Starting my journey away from Windows

I’ve been following this forum for a year or so, and am impressed with the level of support giving to noobs (like me).
Now I’m ready to take the plunge to move to Linux from Win10, and would appreciate your comments and suggestions.
Here’s what I have:
BaseBoard Asus Z87-A
Intel Processor Core i5-4570 @ 3.20GHz, 4 Cores
BIOS Mode: Legacy
8 GB RAM
Microsoft Windows 10 Home
Drives: (all are formatted as NTFS)
Drive Device Partition Size Contains
Letter Type Style
C: SSD MBR 500GB Win10 boot disk, programs
E: HDD GPT 500GB Media files (pics, videos). About 85% full.
F: HDD MBR 500GB User documents. About 1/2 full.

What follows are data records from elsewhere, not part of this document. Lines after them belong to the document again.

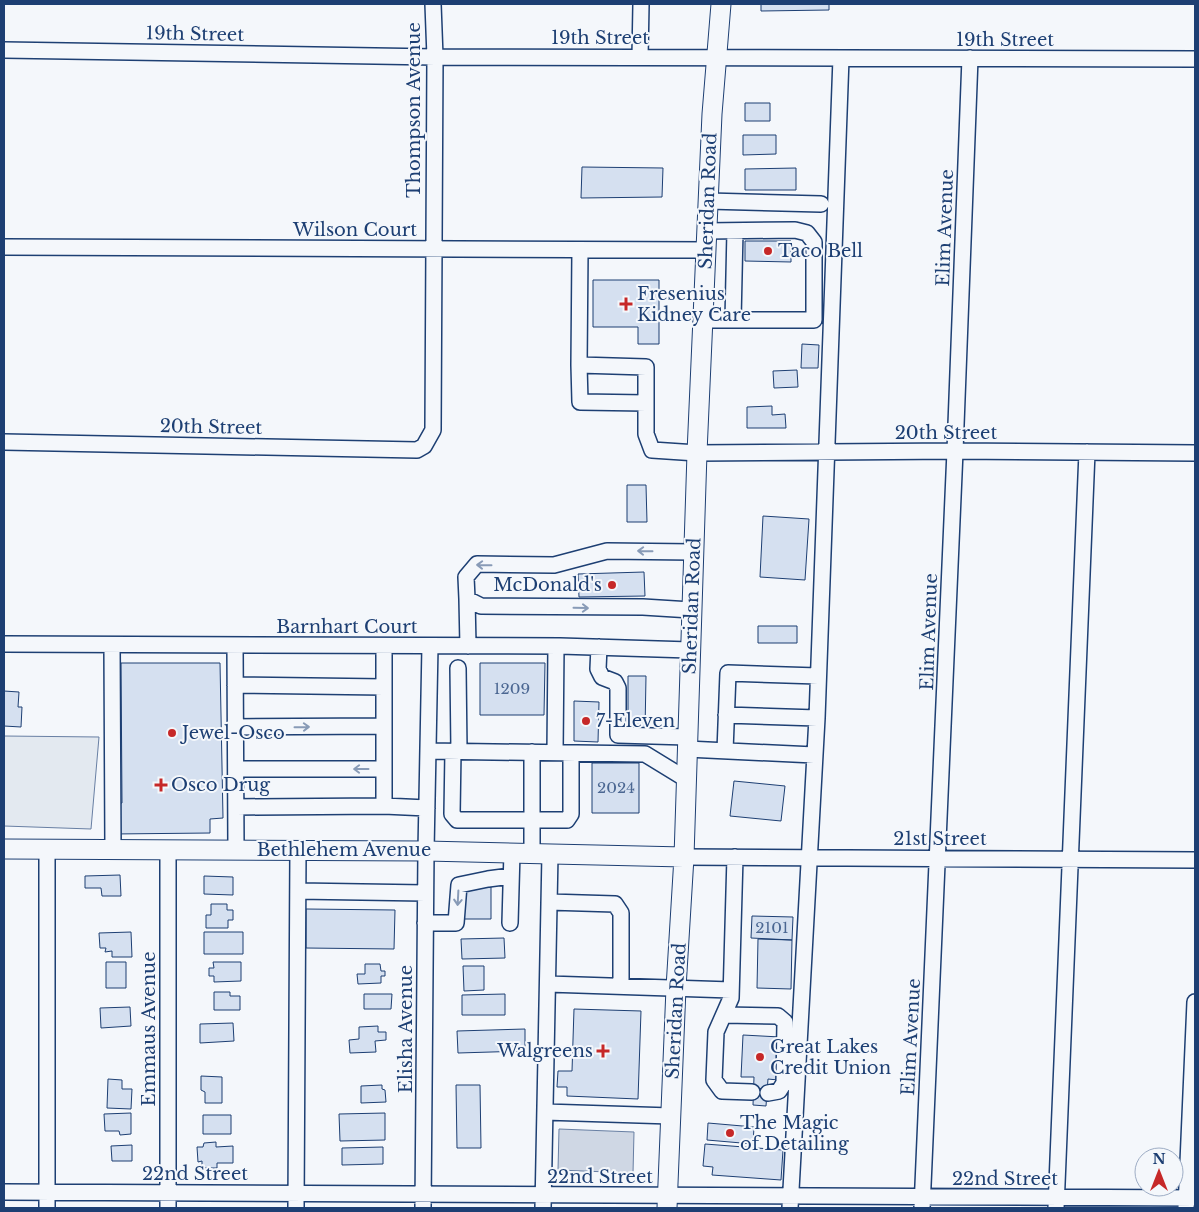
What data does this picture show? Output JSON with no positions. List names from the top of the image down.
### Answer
{
  "streets": {
    "main road": ["Sheridan Road", "Bethlehem Avenue"],
    "street": [
      "19th Street",
      "Thompson Avenue",
      "Elim Avenue",
      "Wilson Court",
      "20th Street",
      "Barnhart Court",
      "21st Street",
      "Emmaus Avenue",
      "Elisha Avenue",
      "22nd Street"
    ]
  },
  "crossings": [
    ["19th Street", "Thompson Avenue"],
    ["19th Street", "Sheridan Road"],
    ["19th Street", "Elim Avenue"],
    ["Thompson Avenue", "Wilson Court"],
    ["Thompson Avenue", "20th Street"],
    ["Sheridan Road", "Wilson Court"],
    ["Sheridan Road", "20th Street"],
    ["Sheridan Road", "Barnhart Court"],
    ["Sheridan Road", "21st Street"],
    ["Sheridan Road", "Bethlehem Avenue"],
    ["Sheridan Road", "22nd Street"],
    ["Elim Avenue", "20th Street"],
    ["Elim Avenue", "21st Street"],
    ["Elim Avenue", "22nd Street"],
    ["21st Street", "Bethlehem Avenue"],
    ["Bethlehem Avenue", "Emmaus Avenue"],
    ["Bethlehem Avenue", "Elisha Avenue"],
    ["Emmaus Avenue", "22nd Street"],
    ["Elisha Avenue", "22nd Street"]
  ],
  "places": {
    "other": [
      "Taco Bell",
      "McDonald's",
      "7-Eleven",
      "Jewel-Osco",
      "Great Lakes Credit Union",
      "The Magic of Detailing"
    ],
    "health": ["Fresenius Kidney Care", "Osco Drug", "Walgreens"]
  },
  "house_numbers": ["1209", "2024", "2101"],
  "north": "top"
}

I plan to set up a dual-boot system with LMDM as my primary system to boot, and Windows as the alternate.
I plan install another 500GB SSD for my Linux installation.
The user files for me and my wife are currently in folders named F:\home[me] and F:\home[wife]
I plan to use the existing drive\folder F:\home as my Linux /home mount point, and I want to be able to access & use the files from either LMDM or Win10, thus retaining the current NTFS format…

This is what I think I must do. Please critique and give any advice you think I should have.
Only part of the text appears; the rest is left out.